Case Study: Understanding how Canada’s economy might be impacted by climate change.

Basic libraries and R version

version
##                _                           
## platform       x86_64-apple-darwin17.0     
## arch           x86_64                      
## os             darwin17.0                  
## system         x86_64, darwin17.0          
## status                                     
## major          4                           
## minor          2.2                         
## year           2022                        
## month          10                          
## day            31                          
## svn rev        83211                       
## language       R                           
## version.string R version 4.2.2 (2022-10-31)
## nickname       Innocent and Trusting
library(tidyverse)   # for its nice flow.
library(lubridate)   # for handling dates
library(sf)          # for geo manipulations
library(geojsonsf)   # for loading geojson files
library(htmltools)   # for leaflet support
library(leaflet)     # for fancy plots

There are 3 datafiles.

Once unzipped the following code will load the datasets.

Set up locations

# set up data locations:
location = paste0(getwd(),"/")

locationprod = paste0(location,"Productivity per NAICS within region/")
locationgeog = paste0(location,"geojson_files/")
locationclim = paste0(location,"climate_data/")

Define the provinces

Set up Canadian province names and 2 letter abbreviations

province_codings = matrix(c("Newfoundland and Labrador",    "NL",   
                            "Prince Edward Island", "PE",   
                            "Nova Scotia",  "NS",   
                            "New Brunswick",    "NB",   
                            "Quebec",   "QC",   
                            "Ontario",  "ON",   
                            "Manitoba", "MB",   
                            "Saskatchewan", "SK",   
                            "British Columbia", "BC",   
                            "Alberta",  "AB",   
                            "Yukon",        "YT",   
                            "Northwest Territories",    "NT",   
                            "Nunavut",  "NU"),
                          ncol=2,byrow=TRUE, 
                          dimnames = list(NULL, c("province", "abv"))) %>%
  as_tibble(province_codings)

Productivity data: {by industry, month, geography}

This comes from combining National Monthly GDP data with Provincial Annual GDP, measures of effort (provincial monthly total hours worked), and the census counts of people working in different industries in different geographic locations.

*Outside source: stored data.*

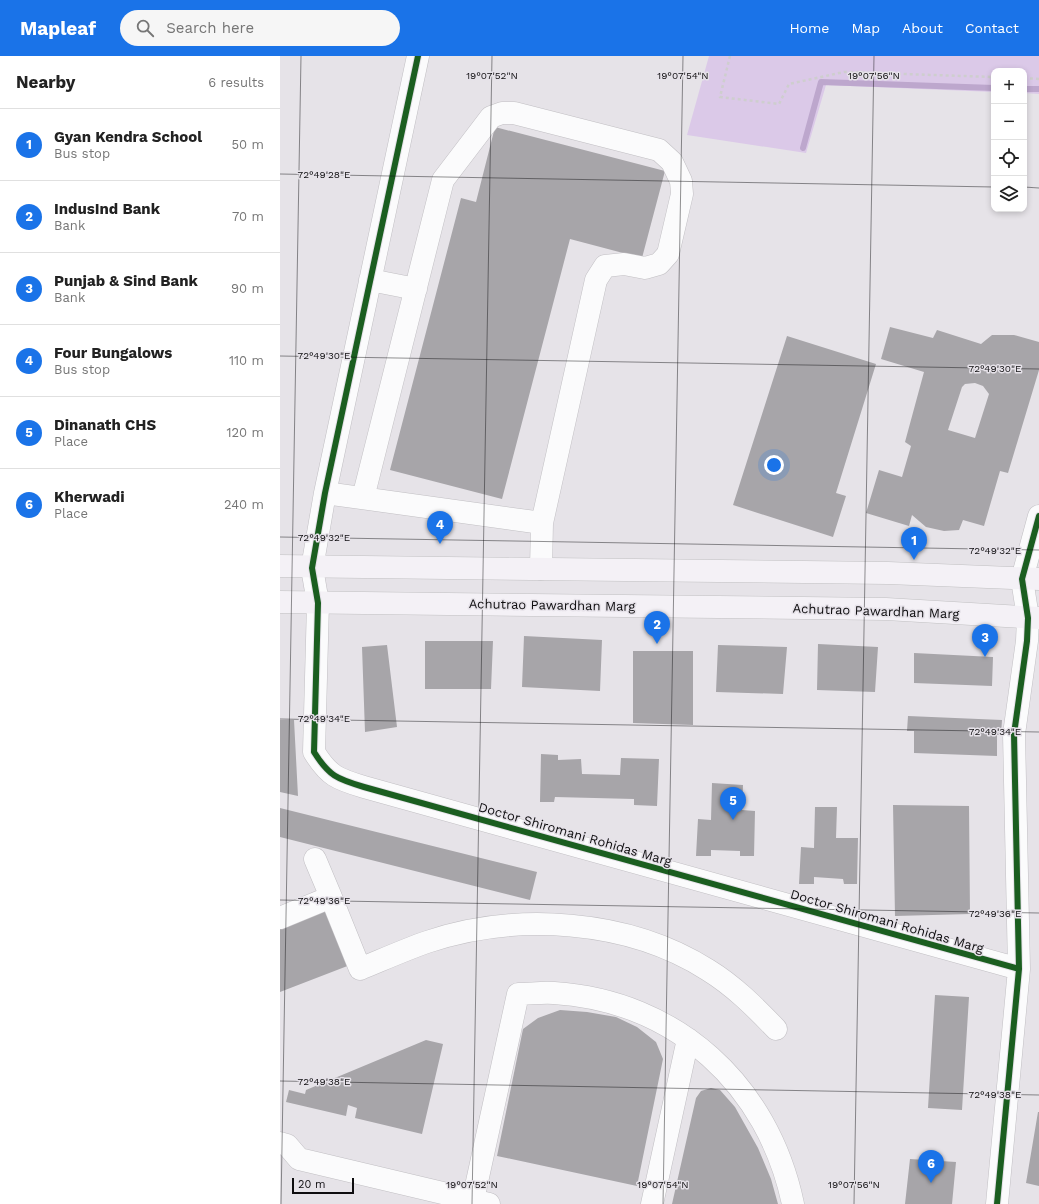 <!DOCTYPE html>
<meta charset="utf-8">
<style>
:root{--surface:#fff;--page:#f6f6f6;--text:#222;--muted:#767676;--line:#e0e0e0;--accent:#1a73e8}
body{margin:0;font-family:"Work Sans",sans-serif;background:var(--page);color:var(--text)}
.controls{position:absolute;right:12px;top:12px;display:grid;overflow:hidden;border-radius:8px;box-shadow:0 2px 6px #0003}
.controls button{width:36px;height:36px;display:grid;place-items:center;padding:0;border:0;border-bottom:1px solid var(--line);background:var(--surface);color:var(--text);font:20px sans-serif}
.scale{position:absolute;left:12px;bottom:10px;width:62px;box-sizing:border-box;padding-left:4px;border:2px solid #0e0d0f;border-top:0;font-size:11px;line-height:14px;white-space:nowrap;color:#0e0d0f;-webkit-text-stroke:3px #e6e2e9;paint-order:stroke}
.you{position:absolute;left:494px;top:409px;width:14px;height:14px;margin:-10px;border:3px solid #fff;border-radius:50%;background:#1a73e8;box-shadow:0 0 0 6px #1a73e833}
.badge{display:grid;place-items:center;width:26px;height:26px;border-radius:50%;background:var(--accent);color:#fff;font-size:13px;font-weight:700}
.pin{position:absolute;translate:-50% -33px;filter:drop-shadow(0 1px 2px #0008)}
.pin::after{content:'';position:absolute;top:21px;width:14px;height:12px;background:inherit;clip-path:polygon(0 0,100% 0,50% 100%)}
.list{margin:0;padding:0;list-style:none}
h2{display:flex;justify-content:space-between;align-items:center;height:52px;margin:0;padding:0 16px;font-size:17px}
h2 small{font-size:13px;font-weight:400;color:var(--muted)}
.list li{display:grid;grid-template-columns:26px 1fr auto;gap:12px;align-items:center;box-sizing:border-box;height:72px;padding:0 16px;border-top:1px solid var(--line)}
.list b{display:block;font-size:15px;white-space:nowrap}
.list p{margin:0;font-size:13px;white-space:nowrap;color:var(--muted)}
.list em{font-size:13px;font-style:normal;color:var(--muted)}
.icon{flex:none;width:22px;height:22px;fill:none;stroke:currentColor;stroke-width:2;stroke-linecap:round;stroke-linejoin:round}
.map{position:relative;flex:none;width:759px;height:1148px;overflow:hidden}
header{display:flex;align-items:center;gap:24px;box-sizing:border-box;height:56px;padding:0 20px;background:var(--accent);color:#fff}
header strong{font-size:19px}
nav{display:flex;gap:22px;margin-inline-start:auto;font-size:14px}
.search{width:280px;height:36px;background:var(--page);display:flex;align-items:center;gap:10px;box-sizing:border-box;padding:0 14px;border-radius:22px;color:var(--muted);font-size:15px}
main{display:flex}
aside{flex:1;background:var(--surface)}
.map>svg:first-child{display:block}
.green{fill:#dbc9e8}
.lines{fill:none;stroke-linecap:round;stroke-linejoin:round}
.stream{stroke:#bda7cd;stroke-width:6}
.building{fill:#a7a5a9;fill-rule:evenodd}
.minor-casing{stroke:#c1bfc3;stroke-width:23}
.major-casing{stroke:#c1c0c2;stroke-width:23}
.path{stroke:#cecece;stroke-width:2.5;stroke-dasharray:3 3;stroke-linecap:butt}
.minor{stroke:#fbfbfc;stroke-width:22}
.major{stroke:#f4f1f6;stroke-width:22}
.cycleway-casing{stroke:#e6e2e9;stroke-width:8}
.cycleway{stroke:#1b5e20;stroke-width:6}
.ticks{fill:none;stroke:#0e0d0f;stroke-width:1;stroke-opacity:0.45}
.labels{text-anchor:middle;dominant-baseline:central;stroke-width:3;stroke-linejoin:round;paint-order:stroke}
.street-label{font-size:13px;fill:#0e0d0f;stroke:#e6e2e9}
.ticks-label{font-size:10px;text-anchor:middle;fill:#0e0d0f;stroke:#e6e2e9;stroke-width:3;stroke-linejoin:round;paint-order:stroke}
</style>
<header>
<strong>Mapleaf</strong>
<div class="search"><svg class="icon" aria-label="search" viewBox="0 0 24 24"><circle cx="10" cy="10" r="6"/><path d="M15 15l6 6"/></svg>Search here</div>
<nav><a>Home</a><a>Map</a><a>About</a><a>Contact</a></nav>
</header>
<main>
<aside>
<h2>Nearby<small>6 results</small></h2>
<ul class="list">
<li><span class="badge">1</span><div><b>Gyan Kendra School</b><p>Bus stop</p></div><em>50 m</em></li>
<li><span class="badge">2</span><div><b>IndusInd Bank</b><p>Bank</p></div><em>70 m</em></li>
<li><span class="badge">3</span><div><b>Punjab &amp; Sind Bank</b><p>Bank</p></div><em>90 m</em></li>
<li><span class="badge">4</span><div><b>Four Bungalows</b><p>Bus stop</p></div><em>110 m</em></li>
<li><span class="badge">5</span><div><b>Dinanath CHS</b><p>Place</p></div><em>120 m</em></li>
<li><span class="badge">6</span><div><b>Kherwadi</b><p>Place</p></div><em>240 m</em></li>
</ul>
</aside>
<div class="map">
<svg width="759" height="1148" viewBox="0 0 759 1148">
<rect width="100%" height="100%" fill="#e6e3e8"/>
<path class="green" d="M429,0h330v38l-15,-1v-22h-30v21l-168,-7 -20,68 -119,-18z"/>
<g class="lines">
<path class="stream" d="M744,33h15
M523,92l18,-66 173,6"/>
</g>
<path class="building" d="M215,71l170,44 -23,87 -72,-19 -68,260 -112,-29 71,-272 15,4z
M610,271l43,11 4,-8 44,14 11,-9h22l25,7v28l-31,103 -8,-2 -16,55 -21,-6 -4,10 -15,1 -18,-4 -14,-12 -3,11 -43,-13 13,-43 23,7 9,-31 -6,-4 19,-70 -43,-13zM695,327l8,3 6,8 -14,44 -27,-8 14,-43 3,-3z
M507,280l89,28 -40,129 10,3 -13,41 -100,-32z
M244,580l78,4 -2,51 -78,-4z
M145,585h68l-2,48h-66z
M538,588l60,3 -3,45 -58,-2z
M107,589l10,82 -32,5 -3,-85z
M438,589l69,2 -4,47 -67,-2z
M353,595h60v74l-60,-2z
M634,597l79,4 -1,29 -78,-3z
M628,660l94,4 -1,15h-4v21l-83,-3v-22h-7z
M0,664h14l4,76 -18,-4z
M261,698l17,1v5l23,-1 1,15 38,1 1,-17 38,1 -2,47 -23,-1v-6l-79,-2 -1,5h-14z
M432,727l31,2 -1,25 13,1 -1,45h-14v-5l-29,-1v6h-15l2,-37 13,1z
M613,749l76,1 1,108 -75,2z
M535,751h22l-1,31h22l-1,46h-13l-1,-5 -29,-2v7h-15l2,-37 13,1z
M0,752l257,64 -7,28 -250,-63z
M47,852l23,57 -70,27v-66z
M655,939l34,2 -7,113 -34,-2z
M280,954l27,2 29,5 21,10 19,15 7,17 -26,127 -140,-30 26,-127 15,-11z
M146,984l17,4 -21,90 -67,-16 2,-10 -9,-3 -2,11 -60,-14 3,-12 16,4 1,-4z
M431,1032l9,2 15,17 23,41 13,31 7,25h-106l24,-106 5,-7z
M758,1056h1v74l-13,-3z
M630,1103l46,3 -4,42h-47z"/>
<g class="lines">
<g class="minor-casing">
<path id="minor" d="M138,0l-93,437 -13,75 6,35 -4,149c15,24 23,27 50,35l655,182
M90,224l46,9
M45,437l217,30
M83,442l80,-318 48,-63 11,-4h12l145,37 13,12 9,19 1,13 -14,60 -9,10 -14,4 -21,-4 -19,2 -9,14 -54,243 -1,46
M51,841l29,72c22,-9 44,-19 67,-27 89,-30 201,-23 281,28 26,16 47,37 68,59
M0,862l51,-21 -16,-38
M0,1087l7,2 12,14 190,45
M193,1144l45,-206c12,0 24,-2 36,-1 123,8 214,92 239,211
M372,1148l36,-165
M717,1148l22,-235 -5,-235 13,-93 1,-23 -6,-39 17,-63"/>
</g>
<g class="major-casing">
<path id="major" d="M0,510l608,7 151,6
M0,546l606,7 153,9"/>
</g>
<path class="path" d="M450,0l-10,41 59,7 10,-20 55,-12 150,5
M744,22l15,1"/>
<use href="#minor" class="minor"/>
<use href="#major" class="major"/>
<g class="cycleway-casing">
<path id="cycleway" d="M138,0l-93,437 -13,75 6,35 -4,149c15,24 23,27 50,35l655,182
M717,1148l22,-235 -5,-235 13,-93 1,-23 -6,-39 17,-63"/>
</g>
<use href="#cycleway" class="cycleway"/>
</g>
<path class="ticks" d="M0,118l714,13M744,131l15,1M0,300l759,13M0,481l759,13M0,663l759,13M0,844l759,13M0,1025l759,14M1,1148l20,-1148M192,1148l20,-1148M383,1148l20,-1148M574,1148l20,-1148"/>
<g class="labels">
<g class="street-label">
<text transform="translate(272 549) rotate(1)">Achutrao Pawardhan Marg</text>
<text transform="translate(596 555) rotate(2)">Achutrao Pawardhan Marg</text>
<text transform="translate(295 778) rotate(16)">Doctor Shiromani Rohidas Marg</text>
<text transform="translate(607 865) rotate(16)">Doctor Shiromani Rohidas Marg</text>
</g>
</g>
<g class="ticks-label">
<text x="212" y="23">19°07'52"N</text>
<text x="403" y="23">19°07'54"N</text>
<text x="594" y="23">19°07'56"N</text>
<text x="44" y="122">72°49'28"E</text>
<text x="44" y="303">72°49'30"E</text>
<text x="715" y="316">72°49'30"E</text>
<text x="44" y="485">72°49'32"E</text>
<text x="715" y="498">72°49'32"E</text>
<text x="44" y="666">72°49'34"E</text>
<text x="715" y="679">72°49'34"E</text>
<text x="44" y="848">72°49'36"E</text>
<text x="715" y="861">72°49'36"E</text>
<text x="44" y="1029">72°49'38"E</text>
<text x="715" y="1042">72°49'38"E</text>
<text x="192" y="1132">19°07'52"N</text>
<text x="383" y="1132">19°07'54"N</text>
<text x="574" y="1132">19°07'56"N</text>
</g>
</svg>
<div class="controls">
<button>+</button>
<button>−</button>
<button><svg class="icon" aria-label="locate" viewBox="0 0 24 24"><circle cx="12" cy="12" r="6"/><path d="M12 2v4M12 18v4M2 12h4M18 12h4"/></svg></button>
<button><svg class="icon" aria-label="layers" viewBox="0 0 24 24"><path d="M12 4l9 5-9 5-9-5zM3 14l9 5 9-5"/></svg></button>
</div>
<div class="scale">20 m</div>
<div class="you"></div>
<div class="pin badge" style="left:634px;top:504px">1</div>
<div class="pin badge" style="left:377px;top:588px">2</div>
<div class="pin badge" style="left:705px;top:601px">3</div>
<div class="pin badge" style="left:160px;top:488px">4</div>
<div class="pin badge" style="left:453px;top:764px">5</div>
<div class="pin badge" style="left:651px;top:1127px">6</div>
</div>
</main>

All geographies are defined as Census Subdivisions with respect to the 2016 census GeoUIDs.

Load the data

Province = "Nova Scotia"
## or get the right spelling from the 2 digit abbreviation code:
# Province = province_codings %>% filter(abv == "NS") %>% pull(province)
## note that there is a national file, but it's bigger and slower to play with
prod_data = read_csv(paste0(locationprod,"4.c_production_in_CSD_in",Province,".csv"), show_col_types = FALSE)

prod_data %>% glimpse
## Rows: 28,800
## Columns: 21
## $ Date                                                                                                           <date> …
## $ provincename                                                                                                   <chr> …
## $ production_in_division_X22.Utilities                                                                           <dbl> …
## $ production_in_division_X23.Construction                                                                        <dbl> …
## $ production_in_division_X31.33.Manufacturing                                                                    <dbl> …
## $ production_in_division_X48.49.Transportation.and.warehousing                                                   <dbl> …
## $ production_in_division_X61.Educational.services                                                                <dbl> …
## $ production_in_division_X62.Health.care.and.social.assistance                                                   <dbl> …
## $ production_in_division_X72.Accommodation.and.food.services                                                     <dbl> …
## $ production_in_division_X81.Other.services..except.public.administration.                                       <dbl> …
## $ production_in_division_X91.Public.administration                                                               <dbl> …
## $ production_in_division_X11.Agriculture.forestry.fishing.hunting.21.Mining.quarrying.and.oil.and.gas.extraction <dbl> …
## $ production_in_division_X41.Wholesale.trade.44.45.Retail.trade                                                  <dbl> …
## $ production_in_division_X52.Finance.and.insurance.53.Real.estate.and.rental.and.leasing                         <dbl> …
## $ production_in_division_X54.Professional..scientific.and.technical.services.55.56                               <dbl> …
## $ production_in_division_X51.Information.culture.and.recreation.71                                               <dbl> …
## $ Population                                                                                                     <dbl> …
## $ GeoUID                                                                                                         <dbl> …
## $ census_year_ref                                                                                                <chr> …
## $ Dominant_NAICS                                                                                                 <chr> …
## $ colourval                                                                                                      <chr> …

Some info about variables

Dates are monthly for the duration. There is one file per province, though these are also compiled into a single national file as well. The territories are missing because of data limitations.

#date range
prod_data %>% pull(Date)%>% range
## [1] "1997-01-01" "2021-12-01"
# provinces
prod_data %>% pull(provincename)%>% unique
## [1] "Nova Scotia"

The StatCan Geography is contained in GeoUID. This is how many there are in this particular province.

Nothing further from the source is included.